Saved entries:
=== Begin Enclosure ===
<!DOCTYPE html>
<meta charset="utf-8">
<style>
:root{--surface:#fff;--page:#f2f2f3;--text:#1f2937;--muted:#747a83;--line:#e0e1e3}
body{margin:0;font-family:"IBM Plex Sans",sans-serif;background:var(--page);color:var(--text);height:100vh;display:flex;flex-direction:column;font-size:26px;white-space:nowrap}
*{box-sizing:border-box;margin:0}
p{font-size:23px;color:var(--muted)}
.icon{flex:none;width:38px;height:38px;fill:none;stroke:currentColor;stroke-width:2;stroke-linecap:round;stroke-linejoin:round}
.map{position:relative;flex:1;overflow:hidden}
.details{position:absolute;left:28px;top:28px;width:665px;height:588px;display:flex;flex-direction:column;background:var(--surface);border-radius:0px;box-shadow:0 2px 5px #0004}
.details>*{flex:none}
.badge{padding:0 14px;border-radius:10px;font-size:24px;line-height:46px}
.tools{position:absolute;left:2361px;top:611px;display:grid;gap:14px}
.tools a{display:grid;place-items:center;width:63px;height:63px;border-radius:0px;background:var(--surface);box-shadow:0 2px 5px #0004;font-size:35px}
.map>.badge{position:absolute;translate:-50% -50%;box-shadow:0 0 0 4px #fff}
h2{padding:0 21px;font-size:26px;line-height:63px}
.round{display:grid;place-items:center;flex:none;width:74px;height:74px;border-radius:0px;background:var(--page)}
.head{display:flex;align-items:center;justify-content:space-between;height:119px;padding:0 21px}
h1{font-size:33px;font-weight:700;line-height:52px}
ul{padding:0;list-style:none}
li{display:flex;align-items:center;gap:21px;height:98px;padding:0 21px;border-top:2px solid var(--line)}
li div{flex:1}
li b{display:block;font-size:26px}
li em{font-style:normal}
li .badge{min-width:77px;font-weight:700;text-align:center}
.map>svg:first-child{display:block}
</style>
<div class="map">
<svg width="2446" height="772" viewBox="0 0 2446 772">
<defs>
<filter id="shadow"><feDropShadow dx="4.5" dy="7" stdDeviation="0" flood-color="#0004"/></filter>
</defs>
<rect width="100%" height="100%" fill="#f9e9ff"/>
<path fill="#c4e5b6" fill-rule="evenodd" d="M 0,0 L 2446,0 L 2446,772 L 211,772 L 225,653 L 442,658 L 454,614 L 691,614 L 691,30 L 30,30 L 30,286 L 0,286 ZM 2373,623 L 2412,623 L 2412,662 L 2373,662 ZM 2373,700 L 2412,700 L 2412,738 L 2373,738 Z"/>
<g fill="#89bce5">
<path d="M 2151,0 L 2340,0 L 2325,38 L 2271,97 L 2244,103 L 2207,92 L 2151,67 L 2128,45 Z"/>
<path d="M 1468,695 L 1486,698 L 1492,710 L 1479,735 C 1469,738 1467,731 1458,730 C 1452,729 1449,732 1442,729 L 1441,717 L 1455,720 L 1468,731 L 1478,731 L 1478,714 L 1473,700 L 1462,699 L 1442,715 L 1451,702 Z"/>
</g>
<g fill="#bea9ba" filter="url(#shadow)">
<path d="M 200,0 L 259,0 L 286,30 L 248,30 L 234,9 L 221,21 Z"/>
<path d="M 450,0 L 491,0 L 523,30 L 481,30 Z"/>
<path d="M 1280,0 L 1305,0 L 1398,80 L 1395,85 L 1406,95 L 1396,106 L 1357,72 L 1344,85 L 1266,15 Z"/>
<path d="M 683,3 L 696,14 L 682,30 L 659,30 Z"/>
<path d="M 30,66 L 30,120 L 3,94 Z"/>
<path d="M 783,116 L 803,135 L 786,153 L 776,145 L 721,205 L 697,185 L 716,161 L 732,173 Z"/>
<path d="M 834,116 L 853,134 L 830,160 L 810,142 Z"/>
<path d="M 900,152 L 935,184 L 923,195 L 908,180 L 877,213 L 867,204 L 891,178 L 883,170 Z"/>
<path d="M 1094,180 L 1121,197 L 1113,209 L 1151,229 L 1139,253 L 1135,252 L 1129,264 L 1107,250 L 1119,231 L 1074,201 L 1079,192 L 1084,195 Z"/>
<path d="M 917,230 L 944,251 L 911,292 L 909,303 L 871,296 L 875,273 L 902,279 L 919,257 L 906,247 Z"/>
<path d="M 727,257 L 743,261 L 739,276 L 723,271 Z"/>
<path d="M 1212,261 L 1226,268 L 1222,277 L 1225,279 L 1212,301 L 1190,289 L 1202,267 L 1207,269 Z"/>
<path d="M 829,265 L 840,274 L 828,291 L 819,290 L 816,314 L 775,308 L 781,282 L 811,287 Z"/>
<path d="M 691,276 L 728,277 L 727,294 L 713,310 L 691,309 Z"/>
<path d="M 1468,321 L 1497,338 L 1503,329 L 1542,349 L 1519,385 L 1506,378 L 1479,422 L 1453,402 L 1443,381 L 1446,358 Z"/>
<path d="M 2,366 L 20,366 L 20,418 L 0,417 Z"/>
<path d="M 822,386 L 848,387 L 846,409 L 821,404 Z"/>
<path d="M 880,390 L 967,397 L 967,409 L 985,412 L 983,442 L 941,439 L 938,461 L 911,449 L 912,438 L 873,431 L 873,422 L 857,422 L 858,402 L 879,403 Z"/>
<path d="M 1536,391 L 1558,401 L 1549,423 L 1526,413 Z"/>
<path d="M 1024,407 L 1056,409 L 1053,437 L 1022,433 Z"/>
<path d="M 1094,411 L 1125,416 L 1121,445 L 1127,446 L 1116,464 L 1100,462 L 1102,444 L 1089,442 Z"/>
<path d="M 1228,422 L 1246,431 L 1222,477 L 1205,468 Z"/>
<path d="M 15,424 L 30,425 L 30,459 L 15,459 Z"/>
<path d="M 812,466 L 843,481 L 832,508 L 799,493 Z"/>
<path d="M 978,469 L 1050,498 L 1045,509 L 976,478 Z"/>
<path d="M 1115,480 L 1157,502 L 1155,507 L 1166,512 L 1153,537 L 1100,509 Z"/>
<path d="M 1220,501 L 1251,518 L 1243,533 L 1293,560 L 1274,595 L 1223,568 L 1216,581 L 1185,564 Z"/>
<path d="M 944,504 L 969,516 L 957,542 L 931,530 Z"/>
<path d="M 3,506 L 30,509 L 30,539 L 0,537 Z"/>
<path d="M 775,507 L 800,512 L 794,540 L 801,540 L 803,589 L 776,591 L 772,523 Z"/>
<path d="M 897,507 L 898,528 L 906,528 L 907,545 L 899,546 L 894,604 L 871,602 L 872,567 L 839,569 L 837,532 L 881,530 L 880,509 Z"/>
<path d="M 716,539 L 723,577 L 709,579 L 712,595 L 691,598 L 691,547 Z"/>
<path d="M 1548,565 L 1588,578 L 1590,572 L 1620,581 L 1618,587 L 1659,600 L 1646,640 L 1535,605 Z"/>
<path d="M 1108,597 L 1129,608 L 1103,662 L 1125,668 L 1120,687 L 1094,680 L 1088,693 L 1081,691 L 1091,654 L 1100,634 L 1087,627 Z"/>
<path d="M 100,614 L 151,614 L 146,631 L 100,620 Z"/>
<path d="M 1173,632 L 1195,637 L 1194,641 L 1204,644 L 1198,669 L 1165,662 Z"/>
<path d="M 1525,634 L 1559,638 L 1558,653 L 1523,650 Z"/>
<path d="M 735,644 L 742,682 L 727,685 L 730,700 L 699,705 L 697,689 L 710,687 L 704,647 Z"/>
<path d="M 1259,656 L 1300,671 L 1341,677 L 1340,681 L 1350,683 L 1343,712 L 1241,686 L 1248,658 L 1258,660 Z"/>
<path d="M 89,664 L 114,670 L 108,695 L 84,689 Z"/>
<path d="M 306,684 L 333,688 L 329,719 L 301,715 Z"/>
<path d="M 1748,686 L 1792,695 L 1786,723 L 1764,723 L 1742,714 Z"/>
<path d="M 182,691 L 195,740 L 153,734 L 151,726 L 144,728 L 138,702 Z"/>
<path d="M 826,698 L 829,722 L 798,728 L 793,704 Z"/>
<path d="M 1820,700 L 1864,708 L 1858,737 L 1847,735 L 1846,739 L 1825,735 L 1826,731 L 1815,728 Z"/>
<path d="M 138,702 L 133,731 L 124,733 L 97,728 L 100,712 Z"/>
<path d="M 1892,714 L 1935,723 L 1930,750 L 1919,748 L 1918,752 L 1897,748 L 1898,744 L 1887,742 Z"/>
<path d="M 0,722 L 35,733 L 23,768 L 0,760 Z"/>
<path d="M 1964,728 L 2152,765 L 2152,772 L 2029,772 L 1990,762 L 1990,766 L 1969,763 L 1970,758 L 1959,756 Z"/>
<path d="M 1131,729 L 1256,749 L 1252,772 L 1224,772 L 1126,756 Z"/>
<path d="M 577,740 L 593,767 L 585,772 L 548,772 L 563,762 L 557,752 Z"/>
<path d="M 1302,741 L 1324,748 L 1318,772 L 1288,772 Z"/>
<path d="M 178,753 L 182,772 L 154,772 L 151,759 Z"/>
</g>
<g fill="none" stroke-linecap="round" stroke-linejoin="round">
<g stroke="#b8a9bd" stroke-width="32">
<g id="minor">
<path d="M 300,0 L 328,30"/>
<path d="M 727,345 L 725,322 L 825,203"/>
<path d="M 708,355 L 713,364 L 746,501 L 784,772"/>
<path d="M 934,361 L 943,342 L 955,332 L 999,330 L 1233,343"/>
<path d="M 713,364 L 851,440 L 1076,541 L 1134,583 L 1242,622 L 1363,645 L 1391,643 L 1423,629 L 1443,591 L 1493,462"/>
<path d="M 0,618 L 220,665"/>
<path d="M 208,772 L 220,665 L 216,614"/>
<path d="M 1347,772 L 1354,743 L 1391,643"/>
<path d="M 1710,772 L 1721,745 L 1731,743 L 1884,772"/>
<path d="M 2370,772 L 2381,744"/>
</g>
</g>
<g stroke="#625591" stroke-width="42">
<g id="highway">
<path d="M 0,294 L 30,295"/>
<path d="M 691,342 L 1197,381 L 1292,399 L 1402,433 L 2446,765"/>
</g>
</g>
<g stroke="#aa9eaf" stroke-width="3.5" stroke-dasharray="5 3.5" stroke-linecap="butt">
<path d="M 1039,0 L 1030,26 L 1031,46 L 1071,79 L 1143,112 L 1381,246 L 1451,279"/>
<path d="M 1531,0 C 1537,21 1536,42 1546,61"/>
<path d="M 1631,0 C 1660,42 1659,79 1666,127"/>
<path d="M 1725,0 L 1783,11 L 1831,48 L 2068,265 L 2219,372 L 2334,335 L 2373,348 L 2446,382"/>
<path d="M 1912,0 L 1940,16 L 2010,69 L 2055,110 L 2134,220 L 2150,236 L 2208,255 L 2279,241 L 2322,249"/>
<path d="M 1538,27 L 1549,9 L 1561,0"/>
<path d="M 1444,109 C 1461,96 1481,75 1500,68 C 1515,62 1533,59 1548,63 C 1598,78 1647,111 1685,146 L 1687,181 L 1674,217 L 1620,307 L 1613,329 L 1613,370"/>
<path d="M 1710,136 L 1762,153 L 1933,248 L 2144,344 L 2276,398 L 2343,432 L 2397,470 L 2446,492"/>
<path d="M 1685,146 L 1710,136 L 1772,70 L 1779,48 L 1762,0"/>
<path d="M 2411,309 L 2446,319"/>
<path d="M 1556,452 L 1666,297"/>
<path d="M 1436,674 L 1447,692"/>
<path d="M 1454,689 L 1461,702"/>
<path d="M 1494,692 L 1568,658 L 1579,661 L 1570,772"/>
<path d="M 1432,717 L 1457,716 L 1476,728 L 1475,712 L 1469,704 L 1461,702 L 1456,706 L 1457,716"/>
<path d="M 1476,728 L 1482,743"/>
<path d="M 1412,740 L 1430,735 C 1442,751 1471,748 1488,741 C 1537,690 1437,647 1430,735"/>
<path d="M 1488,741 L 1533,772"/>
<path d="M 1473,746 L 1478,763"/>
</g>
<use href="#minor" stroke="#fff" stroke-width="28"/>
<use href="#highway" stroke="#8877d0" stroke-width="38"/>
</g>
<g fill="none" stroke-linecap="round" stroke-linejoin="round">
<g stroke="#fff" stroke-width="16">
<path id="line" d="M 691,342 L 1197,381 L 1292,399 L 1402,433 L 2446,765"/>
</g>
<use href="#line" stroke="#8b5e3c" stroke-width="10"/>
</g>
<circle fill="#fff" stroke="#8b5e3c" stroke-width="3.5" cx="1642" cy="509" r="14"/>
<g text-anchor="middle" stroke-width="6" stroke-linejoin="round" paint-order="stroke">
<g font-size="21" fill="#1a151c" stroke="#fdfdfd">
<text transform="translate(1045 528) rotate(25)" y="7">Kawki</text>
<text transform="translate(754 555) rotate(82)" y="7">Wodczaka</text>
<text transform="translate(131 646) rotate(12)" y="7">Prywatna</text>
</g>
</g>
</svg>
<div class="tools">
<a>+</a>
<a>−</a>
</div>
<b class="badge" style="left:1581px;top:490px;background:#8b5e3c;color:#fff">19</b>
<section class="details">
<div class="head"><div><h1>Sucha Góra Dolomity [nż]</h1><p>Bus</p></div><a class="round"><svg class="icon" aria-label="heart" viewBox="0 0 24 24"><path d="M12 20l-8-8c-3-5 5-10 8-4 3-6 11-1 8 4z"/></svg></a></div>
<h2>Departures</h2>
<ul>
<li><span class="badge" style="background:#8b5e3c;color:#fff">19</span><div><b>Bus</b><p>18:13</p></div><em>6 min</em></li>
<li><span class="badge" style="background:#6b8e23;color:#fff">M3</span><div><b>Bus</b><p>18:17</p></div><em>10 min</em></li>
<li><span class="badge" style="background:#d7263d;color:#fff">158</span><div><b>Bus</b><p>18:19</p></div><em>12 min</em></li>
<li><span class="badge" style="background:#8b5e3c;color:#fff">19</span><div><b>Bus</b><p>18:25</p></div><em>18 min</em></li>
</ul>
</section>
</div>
=== End Enclosure ===
Task to complete
Search the entries for the word "column" and copy every line that holds it.

Task solution
body{margin:0;font-family:"IBM Plex Sans",sans-serif;background:var(--page);color:var(--text);height:100vh;display:flex;flex-direction:column;font-size:26px;white-space:nowrap}
.details{position:absolute;left:28px;top:28px;width:665px;height:588px;display:flex;flex-direction:column;background:var(--surface);border-radius:0px;box-shadow:0 2px 5px #0004}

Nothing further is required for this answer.